TLDR: Skip to the 3rd paragraph for the questions.
backstory
I’m working with a decent sized dataset, around 100 billion log lines from sensor data, updating at 258 million lines per day at nanosecond resolution. Originally, I quickly wrote some prototype code in ruby to analyze the data from the logfiles in place. After the disk i/o became too great and burnt out disks, we tried a series of databases: sqlite, mariadb, postgresql, lucene (solr and elastic search), cassandra, and now mongo. What I learned is that database administration is a full-time job and distracts from getting results from our data, and also requires hardware which is the equivalent cost of 3-5 grad students. And, none of the databases perform as expected/advertised without massive hardware clusters.
We just received a grant for another six months of progress on this research. Last month, I started to wholesale re-think what we’re doing, which led me to julia on the recommendation of some friends in various other organizations. Compared to ruby, julia is vastly faster at everything. I’ve been able to write new code at far higher productivity and code performance levels than in the first prototype period.
the questions
Working with a statistically valid subset of the data, around 33 billion log lines, what is the “julia way” to work with the data? DataFrames.jl looks nice, but our subset data size is around 10TB and that doesn’t fit in ram (we have 1TB). JuliaDB seems abandoned? Even with this smaller dataset, SQL databases struggle. I wrote a parser, in julia, to parse the raw logs into csv, which greatly reduces the total data size to around 4TB. We did upgrade the servers to pure NVMe disks, so filesystem i/o is vastly faster now, but still 1000x slower than memory.
Could I treat the csvs on the filesystem as a “data base” and write code as queries against those?
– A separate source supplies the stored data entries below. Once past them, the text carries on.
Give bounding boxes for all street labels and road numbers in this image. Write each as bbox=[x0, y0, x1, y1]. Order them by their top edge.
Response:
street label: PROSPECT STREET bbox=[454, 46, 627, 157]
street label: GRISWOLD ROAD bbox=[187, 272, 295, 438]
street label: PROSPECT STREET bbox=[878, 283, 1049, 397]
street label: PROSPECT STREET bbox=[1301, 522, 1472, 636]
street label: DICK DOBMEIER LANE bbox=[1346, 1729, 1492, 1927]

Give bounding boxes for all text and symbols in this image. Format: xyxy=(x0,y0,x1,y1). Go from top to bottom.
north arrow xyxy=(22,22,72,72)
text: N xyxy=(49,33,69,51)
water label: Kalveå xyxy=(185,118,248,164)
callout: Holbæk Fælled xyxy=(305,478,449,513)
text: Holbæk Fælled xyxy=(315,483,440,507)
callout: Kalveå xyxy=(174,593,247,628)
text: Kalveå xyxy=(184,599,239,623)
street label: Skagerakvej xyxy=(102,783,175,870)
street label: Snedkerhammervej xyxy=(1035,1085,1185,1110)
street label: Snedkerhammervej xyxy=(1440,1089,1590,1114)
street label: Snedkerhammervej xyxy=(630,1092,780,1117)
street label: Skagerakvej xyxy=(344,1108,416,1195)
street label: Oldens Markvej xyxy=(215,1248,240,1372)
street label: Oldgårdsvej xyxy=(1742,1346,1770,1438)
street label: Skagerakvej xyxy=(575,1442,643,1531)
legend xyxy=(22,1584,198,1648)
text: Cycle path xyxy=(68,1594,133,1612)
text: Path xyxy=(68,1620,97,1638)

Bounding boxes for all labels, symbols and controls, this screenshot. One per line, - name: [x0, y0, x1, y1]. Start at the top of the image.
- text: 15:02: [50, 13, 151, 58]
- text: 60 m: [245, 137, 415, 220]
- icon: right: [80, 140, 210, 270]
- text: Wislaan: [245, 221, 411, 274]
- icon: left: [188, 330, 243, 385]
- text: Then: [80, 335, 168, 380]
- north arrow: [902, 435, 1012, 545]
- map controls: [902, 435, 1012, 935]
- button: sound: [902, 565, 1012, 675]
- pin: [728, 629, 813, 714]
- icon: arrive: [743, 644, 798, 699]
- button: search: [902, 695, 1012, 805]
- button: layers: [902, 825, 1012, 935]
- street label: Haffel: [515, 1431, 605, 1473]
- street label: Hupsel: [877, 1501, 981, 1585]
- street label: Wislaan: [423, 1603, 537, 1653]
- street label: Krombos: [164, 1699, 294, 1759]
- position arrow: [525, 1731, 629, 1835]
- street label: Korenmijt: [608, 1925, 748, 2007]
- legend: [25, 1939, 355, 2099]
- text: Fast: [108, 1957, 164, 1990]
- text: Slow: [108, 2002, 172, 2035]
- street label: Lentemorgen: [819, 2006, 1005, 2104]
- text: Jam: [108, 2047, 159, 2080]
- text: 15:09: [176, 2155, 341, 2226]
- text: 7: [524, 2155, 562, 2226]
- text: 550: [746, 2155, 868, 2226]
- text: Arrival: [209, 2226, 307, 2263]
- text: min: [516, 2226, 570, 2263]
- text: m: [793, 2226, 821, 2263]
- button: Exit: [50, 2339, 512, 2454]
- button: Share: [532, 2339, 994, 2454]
Is there some other way I’m missing? Do we really have to suffer the slings and arrows of outrageous databases? Could we hire julia computing or some julia consultant/company to help figure this out versus making a grad student suffer through databases and being a codemonkey?
Happy to read whatever I’m missing, while we fight with importing BSON into mongodb this week.
I’m truly impressed with all things julia at this point. julia is a love versus writing c/asm for performance.
Thanks!